[Saved entries]
-- Opening Marker --

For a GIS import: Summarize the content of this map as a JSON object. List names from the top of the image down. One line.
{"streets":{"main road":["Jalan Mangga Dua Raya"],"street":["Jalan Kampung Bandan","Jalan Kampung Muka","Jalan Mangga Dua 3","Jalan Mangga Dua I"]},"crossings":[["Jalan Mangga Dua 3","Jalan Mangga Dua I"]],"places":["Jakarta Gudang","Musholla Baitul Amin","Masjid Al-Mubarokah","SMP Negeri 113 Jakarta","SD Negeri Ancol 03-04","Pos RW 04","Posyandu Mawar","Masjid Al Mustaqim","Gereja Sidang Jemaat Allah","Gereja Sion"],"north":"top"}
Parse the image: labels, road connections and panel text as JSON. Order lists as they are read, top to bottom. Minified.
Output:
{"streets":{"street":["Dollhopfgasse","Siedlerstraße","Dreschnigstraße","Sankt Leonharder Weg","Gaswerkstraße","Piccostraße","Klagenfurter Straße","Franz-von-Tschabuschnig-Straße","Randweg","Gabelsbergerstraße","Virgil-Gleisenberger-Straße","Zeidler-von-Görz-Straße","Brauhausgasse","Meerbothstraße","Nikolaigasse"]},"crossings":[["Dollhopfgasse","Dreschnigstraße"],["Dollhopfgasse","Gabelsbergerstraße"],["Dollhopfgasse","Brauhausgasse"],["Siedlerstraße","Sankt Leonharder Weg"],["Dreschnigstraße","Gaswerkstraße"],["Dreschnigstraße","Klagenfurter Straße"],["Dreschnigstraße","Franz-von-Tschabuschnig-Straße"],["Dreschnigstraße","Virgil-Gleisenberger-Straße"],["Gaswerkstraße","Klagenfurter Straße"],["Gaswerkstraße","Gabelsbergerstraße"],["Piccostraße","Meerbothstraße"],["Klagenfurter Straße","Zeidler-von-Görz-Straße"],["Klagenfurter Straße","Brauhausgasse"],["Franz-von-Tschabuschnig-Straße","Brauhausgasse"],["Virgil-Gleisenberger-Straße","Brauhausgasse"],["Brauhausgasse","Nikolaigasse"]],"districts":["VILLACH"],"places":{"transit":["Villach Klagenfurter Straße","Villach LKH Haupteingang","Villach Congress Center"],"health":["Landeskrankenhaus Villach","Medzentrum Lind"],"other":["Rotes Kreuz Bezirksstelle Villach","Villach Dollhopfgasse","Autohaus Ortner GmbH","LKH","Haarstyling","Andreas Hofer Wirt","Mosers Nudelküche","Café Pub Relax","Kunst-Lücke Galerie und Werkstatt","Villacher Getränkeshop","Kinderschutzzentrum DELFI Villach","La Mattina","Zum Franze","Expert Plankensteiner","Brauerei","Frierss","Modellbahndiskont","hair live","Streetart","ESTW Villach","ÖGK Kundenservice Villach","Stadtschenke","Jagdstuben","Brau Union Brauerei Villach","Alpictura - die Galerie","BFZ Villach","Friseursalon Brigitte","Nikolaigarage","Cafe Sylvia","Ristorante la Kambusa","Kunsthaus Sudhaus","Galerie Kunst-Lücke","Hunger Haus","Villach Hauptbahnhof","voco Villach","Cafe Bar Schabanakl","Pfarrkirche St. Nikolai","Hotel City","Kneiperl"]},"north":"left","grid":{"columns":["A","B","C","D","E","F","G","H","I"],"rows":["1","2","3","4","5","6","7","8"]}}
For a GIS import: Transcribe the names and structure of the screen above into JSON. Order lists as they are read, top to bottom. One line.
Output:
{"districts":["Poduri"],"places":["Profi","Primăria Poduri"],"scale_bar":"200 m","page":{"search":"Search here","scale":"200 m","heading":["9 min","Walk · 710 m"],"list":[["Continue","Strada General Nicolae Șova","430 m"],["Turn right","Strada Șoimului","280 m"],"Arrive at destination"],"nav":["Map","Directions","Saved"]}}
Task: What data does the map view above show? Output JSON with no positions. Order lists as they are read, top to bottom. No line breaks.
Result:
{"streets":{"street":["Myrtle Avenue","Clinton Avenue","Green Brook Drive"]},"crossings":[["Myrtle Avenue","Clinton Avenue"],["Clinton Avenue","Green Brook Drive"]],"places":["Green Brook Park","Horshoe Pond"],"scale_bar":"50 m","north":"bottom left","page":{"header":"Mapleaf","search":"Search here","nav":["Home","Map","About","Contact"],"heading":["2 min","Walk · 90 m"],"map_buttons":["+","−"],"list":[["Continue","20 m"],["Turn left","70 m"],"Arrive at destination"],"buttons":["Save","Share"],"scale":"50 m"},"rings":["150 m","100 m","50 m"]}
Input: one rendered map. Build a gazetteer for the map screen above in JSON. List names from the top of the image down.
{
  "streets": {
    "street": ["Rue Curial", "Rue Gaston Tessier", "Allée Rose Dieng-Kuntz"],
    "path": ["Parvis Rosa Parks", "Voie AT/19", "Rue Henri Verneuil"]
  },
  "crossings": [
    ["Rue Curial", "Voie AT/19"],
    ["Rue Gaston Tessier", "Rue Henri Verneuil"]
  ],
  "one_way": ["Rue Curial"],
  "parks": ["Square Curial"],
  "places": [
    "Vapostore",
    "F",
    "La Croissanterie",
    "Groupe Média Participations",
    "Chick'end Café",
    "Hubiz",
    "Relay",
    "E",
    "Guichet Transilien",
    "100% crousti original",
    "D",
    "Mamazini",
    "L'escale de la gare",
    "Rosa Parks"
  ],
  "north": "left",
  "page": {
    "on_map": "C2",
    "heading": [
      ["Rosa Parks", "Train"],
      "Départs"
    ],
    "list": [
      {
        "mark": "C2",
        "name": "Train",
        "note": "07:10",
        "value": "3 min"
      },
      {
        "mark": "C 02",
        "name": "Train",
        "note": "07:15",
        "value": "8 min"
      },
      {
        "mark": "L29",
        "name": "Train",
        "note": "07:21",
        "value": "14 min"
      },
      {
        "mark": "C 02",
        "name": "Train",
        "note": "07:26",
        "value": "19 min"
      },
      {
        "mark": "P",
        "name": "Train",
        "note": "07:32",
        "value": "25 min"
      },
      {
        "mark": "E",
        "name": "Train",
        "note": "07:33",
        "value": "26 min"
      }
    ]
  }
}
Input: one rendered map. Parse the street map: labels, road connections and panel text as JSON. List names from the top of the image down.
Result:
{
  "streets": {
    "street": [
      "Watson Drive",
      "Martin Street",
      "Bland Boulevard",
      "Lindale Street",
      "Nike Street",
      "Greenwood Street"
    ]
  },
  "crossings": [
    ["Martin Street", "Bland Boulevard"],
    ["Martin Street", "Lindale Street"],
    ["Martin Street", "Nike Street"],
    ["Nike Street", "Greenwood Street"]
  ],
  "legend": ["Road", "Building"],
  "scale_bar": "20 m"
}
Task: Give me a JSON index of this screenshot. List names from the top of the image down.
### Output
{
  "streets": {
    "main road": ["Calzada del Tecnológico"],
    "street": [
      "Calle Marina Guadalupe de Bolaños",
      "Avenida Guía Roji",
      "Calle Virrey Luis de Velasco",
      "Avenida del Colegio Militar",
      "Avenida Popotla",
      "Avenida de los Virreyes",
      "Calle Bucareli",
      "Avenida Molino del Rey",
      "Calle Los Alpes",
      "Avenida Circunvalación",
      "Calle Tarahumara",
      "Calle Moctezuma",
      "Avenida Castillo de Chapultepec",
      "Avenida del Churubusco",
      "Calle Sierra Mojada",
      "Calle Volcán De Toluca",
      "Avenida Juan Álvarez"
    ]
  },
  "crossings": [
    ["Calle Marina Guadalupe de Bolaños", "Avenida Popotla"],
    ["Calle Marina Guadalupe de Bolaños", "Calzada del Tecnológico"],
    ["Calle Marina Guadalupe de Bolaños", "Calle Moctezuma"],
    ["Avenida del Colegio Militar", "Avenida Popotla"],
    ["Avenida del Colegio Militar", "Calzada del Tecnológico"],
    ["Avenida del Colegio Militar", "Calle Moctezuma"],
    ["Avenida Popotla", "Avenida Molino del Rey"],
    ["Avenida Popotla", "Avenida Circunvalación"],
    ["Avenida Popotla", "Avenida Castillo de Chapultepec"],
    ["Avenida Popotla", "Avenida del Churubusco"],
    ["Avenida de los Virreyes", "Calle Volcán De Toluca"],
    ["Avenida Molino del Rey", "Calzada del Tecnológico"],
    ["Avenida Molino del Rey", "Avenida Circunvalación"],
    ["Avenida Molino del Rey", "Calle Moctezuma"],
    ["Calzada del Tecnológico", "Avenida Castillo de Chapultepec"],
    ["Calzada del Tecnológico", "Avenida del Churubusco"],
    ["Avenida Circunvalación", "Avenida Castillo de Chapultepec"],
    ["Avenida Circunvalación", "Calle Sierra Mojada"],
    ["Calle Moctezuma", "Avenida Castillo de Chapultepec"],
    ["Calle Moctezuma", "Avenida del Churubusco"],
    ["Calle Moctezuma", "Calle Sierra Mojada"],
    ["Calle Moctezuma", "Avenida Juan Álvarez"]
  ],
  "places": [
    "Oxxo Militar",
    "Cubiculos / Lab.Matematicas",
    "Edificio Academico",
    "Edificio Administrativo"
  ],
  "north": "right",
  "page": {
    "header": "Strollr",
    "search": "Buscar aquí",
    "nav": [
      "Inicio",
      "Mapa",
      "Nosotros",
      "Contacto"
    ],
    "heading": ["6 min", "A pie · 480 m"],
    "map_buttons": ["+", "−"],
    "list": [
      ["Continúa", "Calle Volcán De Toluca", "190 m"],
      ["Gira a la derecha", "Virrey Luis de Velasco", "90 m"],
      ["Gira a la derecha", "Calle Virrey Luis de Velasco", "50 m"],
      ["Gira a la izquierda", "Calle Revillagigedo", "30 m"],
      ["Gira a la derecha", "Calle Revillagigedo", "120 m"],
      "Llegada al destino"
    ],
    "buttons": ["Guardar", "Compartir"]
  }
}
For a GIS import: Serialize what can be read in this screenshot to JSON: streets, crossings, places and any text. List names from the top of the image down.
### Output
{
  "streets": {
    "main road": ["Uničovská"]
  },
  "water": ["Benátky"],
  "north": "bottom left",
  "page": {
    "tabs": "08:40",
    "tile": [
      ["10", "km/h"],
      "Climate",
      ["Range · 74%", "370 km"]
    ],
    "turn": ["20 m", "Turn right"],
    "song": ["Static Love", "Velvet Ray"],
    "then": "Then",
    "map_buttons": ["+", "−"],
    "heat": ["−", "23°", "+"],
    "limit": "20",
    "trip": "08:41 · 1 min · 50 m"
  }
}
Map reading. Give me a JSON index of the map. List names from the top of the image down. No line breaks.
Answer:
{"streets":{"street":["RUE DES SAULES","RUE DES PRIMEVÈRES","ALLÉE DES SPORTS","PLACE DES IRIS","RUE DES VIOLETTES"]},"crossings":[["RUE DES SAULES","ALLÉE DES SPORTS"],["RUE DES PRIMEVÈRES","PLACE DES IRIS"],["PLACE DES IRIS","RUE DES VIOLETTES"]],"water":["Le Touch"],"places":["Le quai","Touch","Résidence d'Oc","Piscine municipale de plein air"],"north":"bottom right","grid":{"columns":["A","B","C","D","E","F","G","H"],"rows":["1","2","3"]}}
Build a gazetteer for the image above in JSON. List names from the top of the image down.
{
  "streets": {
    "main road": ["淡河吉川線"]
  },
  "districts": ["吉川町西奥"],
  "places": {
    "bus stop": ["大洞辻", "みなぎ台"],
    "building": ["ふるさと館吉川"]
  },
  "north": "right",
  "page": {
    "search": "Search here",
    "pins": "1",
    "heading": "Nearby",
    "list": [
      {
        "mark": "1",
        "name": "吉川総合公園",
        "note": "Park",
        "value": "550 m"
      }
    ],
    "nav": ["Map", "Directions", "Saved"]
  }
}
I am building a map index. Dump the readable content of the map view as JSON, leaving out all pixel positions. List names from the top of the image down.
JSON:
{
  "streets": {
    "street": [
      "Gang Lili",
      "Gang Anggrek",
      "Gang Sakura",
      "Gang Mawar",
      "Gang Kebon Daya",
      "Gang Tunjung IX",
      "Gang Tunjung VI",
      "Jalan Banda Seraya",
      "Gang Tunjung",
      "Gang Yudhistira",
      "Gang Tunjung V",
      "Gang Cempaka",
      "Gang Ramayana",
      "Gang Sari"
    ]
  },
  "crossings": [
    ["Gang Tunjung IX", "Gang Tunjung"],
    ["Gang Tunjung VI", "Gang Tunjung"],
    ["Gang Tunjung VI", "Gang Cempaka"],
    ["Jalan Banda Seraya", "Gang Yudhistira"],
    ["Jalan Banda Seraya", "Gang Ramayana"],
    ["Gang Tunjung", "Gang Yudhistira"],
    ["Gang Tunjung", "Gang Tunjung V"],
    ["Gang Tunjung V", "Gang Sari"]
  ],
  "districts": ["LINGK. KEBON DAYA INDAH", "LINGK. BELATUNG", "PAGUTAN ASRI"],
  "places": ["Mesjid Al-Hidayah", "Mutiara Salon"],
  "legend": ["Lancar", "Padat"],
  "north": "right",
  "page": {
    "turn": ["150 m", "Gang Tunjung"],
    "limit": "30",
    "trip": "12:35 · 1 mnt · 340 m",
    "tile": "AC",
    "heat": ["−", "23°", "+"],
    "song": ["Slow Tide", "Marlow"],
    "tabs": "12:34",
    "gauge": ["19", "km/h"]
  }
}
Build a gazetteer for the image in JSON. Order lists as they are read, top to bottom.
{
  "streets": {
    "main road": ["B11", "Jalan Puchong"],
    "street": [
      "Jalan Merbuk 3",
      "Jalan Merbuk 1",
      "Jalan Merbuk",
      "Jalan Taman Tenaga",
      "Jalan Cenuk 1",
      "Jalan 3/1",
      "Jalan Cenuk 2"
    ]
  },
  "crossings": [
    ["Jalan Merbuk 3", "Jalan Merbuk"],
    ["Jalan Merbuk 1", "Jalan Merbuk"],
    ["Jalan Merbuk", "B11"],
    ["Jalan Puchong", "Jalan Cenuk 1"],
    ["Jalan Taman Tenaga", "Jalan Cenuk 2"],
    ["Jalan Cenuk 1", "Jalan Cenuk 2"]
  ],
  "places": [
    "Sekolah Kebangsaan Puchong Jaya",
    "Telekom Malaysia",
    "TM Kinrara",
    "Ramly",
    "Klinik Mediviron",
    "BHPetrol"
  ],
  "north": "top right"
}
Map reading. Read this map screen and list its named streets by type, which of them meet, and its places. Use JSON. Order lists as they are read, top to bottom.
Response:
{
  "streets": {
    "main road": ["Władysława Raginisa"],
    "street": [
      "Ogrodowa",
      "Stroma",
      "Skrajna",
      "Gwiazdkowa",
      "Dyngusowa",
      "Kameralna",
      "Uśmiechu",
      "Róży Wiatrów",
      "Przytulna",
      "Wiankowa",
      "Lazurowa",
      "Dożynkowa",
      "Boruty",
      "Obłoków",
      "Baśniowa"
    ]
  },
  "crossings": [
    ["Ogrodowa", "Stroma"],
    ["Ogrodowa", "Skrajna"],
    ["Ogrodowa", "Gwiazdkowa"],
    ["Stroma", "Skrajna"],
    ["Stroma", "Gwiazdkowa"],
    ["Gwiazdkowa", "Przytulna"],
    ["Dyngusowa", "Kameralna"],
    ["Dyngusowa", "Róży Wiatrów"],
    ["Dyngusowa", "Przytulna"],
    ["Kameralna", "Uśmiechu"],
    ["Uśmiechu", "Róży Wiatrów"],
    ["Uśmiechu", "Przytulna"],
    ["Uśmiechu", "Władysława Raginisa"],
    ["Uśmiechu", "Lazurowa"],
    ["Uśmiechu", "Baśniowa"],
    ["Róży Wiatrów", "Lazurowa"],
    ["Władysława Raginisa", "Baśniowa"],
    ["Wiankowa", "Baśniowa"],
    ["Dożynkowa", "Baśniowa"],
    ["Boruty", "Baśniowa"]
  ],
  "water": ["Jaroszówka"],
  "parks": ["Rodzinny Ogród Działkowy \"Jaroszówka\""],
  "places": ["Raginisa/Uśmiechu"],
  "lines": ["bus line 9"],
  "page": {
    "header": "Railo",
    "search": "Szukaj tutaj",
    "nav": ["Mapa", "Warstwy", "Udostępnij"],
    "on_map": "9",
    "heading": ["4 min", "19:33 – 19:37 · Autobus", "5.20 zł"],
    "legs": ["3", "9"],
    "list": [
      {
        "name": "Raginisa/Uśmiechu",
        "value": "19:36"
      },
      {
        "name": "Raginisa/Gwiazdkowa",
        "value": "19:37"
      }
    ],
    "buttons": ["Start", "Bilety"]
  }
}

-- Closing Marker --

REQUIRED WORK: How many lines in the entries include "reading"? Only the number is wanted.

TASK OUTPUT: 2